Die Vorgehensweise ist wie folgt:

1) Courier deinstallieren.
2) Dovecot installieren
3) ISPConfig 3 neu runter laden, entpacken, das update.php script starten und die Dienste neu konfigurieren lassen.


----------



## StephenKing (24. Okt. 2011)

Vielen Dank für deine Antwort!


----------



## GrafPorno (2. Apr. 2012)

Hallo Till,

funktioniert das ganze auch, wenn unter Courier schon Domains und Postfächer eingerichtet sind?



Zitat von Till:


> Die Vorgehensweise ist wie folgt:
> 
> 1) Courier deinstallieren.
> 2) Dovecot installieren
> 3) ISPConfig 3 neu runter laden, entpacken, das update.php script starten und die Dienste neu konfigurieren lassen.


----------



## Till (2. Apr. 2012)

Das geht nicht ganz so einfach da die mailbox Struktur anders ist. Ich hab dafür aber mal ein script geschrieben, siehe Anhang. Es gehen aber custom mail filter die nicht über den filter editor geschrieben worden sind dabei verloren.


----------



## GrafPorno (2. Apr. 2012)

Alles klar, danke! Werde ich mal testen.


----------



## GrafPorno (3. Apr. 2012)

Ok, ich hätte vorher noch 2 Fragen:

- Welche Rechte muss der Remote-User haben?
- Wie kann ich ein ispconfig_update erzwingen? Normalerweise sagt mir das script "There are no updates available for ISPConfig.."


----------



## Till (3. Apr. 2012)

> - Welche Rechte muss der Remote-User haben?


Alle Mail Funktionen.



> - Wie kann ich ein ispconfig_update erzwingen? Normalerweise sagt mir das script "There are no updates available for ISPConfig.."

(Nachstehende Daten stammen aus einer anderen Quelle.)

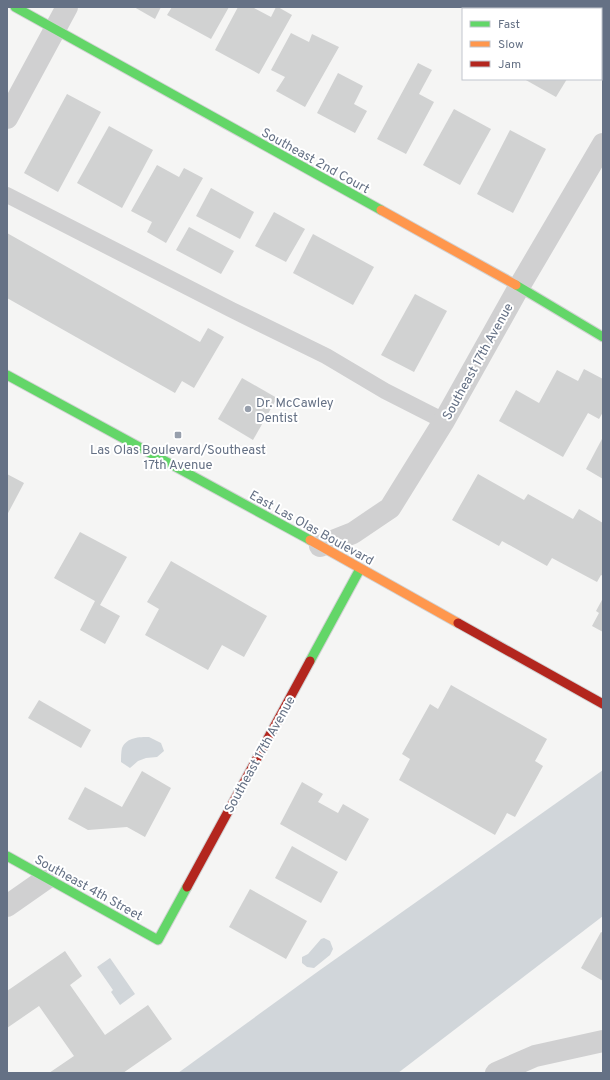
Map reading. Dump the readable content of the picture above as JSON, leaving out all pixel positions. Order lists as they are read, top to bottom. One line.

Da gibt es verschiedene Möglichkeiten, z.B. das manuelle Update was in den Release notes beschrieben ist oder aber Du änderst die Versionsnummer in den config.inc.php Dateien auf die Vorversion, also 3.0.4.2


----------



## GrafPorno (4. Apr. 2012)

Ok, hat geklappt. thnx


----------



## GrafPorno (9. Mai 2012)

Hallo Till,

ich hätte jetzt doch noch eine Frage: Seit dem Mailserver-Wechsel habe ich folgendes Problem: 
Ich rufe mein Postfach von mehreren Rechner per IMAP mit Thunderbird ab und stelle immer wieder fest, dass Emails, die ich mit dem einem Client gelöscht habe, auf dem anderen Client immer noch vorhanden sind. 
Ich weiss, dass das jetzt nichts mit ISPconfig zu tun hat - aber vielleicht hast Du ja eine Ahnung, wo das Problem liegen könnte?


----------



## Till (9. Mai 2012)

Ist es die gleiche Imap Client software oder eine andere?
Hst Du fehler im mail.log bzw mail.warn oder mail.err?


----------



## GrafPorno (9. Mai 2012)

Ich benutze nur den Thunderbird (immer die aktuellste Version) und dann ist da noch ein Email-Client auf meinem Android.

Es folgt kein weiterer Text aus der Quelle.